Exercise material below:

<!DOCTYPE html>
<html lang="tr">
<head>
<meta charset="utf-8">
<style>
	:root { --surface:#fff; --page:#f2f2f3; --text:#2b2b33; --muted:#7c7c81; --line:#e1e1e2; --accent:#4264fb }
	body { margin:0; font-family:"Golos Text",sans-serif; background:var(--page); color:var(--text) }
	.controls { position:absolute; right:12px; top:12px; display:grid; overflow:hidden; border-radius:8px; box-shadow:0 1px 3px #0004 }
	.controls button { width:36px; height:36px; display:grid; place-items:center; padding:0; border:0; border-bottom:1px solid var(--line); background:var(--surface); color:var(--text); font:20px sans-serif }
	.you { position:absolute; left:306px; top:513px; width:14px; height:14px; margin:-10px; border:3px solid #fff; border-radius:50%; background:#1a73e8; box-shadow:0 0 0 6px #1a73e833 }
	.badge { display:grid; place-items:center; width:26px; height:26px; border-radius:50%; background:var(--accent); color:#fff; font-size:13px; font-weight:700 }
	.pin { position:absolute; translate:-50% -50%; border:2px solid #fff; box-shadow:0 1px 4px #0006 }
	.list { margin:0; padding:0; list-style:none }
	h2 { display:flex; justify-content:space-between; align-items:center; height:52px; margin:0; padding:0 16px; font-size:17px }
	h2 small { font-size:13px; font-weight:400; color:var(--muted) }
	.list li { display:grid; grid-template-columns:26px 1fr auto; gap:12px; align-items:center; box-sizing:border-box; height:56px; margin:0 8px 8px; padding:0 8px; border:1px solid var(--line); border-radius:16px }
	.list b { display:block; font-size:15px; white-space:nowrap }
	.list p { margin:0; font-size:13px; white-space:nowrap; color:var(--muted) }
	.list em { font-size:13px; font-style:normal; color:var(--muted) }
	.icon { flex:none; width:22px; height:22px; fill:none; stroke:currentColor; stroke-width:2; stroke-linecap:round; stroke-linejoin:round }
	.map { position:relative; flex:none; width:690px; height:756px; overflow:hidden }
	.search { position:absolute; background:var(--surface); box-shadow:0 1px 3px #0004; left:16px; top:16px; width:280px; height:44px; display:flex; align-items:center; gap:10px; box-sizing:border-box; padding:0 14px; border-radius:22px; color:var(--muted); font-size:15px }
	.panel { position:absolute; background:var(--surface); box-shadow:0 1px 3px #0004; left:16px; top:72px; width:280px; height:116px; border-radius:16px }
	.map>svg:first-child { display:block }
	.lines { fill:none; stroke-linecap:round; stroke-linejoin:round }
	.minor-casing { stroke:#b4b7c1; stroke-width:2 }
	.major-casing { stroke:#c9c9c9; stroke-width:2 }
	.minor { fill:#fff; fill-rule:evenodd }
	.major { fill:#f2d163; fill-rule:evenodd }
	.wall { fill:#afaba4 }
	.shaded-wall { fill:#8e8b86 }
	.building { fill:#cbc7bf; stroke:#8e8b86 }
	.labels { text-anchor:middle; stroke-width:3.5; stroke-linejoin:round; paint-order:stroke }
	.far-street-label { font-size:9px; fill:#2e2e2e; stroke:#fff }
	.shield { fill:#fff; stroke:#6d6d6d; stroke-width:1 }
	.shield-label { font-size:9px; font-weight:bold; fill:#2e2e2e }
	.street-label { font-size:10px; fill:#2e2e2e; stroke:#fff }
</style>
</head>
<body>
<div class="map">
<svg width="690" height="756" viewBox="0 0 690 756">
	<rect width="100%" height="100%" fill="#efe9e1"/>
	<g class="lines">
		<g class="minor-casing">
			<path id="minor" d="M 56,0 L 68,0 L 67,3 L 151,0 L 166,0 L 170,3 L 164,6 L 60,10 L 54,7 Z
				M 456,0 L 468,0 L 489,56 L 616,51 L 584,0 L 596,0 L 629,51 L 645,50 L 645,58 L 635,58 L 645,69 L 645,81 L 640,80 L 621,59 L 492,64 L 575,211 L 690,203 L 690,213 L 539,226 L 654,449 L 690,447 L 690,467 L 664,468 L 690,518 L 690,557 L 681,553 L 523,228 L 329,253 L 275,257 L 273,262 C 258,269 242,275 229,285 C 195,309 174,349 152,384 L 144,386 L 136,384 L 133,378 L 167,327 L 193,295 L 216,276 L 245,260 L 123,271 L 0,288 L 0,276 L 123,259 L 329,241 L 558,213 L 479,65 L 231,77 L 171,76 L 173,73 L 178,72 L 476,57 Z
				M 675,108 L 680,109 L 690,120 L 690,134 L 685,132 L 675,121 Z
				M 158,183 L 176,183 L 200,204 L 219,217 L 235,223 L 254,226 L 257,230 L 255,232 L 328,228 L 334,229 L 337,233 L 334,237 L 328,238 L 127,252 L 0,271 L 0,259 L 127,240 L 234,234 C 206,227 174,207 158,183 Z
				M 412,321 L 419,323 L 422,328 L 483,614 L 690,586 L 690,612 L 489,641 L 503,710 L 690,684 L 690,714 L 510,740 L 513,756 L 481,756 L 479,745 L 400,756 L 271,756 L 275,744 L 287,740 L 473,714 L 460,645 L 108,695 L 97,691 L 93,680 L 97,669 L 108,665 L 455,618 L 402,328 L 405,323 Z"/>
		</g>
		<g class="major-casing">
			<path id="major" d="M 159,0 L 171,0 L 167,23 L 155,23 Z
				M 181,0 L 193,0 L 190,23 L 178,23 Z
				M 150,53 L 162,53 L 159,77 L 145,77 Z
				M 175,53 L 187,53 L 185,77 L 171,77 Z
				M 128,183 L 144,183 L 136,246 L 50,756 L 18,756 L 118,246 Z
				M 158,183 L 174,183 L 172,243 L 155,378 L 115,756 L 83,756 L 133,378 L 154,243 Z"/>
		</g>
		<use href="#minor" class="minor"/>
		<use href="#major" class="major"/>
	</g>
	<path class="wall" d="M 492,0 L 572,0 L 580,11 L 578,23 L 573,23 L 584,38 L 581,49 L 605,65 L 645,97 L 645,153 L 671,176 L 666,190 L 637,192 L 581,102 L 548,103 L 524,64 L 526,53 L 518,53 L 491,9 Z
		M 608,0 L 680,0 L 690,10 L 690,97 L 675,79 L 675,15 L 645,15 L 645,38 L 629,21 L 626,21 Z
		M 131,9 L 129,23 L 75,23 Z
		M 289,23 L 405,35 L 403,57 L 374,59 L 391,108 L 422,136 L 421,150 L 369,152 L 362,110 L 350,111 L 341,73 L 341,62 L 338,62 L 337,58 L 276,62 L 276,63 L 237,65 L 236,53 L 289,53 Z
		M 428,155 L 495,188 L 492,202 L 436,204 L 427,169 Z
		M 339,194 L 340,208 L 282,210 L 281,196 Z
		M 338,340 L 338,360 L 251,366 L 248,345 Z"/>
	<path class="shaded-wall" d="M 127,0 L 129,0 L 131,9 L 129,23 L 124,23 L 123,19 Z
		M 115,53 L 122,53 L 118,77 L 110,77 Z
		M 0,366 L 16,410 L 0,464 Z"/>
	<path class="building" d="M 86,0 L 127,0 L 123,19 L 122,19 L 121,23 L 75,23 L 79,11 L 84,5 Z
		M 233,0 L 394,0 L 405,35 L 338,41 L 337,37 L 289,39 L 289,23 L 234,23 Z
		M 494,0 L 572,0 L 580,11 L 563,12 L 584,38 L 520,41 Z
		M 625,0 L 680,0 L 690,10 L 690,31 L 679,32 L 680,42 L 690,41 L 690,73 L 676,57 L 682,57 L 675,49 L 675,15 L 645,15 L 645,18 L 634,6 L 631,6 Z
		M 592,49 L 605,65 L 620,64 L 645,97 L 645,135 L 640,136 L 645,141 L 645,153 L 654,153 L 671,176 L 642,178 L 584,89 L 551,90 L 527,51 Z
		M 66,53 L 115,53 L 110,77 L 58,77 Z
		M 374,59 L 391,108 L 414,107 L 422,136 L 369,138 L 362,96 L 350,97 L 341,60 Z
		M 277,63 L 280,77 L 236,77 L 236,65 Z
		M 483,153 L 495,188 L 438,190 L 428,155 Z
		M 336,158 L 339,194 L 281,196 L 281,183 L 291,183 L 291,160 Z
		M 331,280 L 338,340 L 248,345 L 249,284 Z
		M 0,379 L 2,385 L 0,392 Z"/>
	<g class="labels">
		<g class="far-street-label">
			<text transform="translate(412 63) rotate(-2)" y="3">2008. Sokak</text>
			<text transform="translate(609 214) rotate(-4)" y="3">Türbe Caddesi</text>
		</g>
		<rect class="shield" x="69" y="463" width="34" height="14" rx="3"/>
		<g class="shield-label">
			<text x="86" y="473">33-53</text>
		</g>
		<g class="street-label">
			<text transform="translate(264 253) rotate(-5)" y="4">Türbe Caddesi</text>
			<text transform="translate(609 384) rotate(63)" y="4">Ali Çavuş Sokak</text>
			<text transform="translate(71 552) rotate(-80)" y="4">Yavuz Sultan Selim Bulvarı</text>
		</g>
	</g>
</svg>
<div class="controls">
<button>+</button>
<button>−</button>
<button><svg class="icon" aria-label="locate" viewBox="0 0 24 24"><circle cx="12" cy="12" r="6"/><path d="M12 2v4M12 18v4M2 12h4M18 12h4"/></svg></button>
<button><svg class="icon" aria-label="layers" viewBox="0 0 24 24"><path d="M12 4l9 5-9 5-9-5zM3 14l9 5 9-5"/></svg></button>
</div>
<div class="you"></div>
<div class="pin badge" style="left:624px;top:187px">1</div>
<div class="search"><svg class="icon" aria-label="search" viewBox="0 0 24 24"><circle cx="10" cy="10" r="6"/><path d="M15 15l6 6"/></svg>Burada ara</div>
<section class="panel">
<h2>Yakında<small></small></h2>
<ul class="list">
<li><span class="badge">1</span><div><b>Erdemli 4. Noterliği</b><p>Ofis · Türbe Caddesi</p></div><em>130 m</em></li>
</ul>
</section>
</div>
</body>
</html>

End of Exercise material.

* _Instructions to follow_
Copy every line from the material in which the word "lines" can be found.

* _Answer space_
	.lines { fill:none; stroke-linecap:round; stroke-linejoin:round }
	<g class="lines">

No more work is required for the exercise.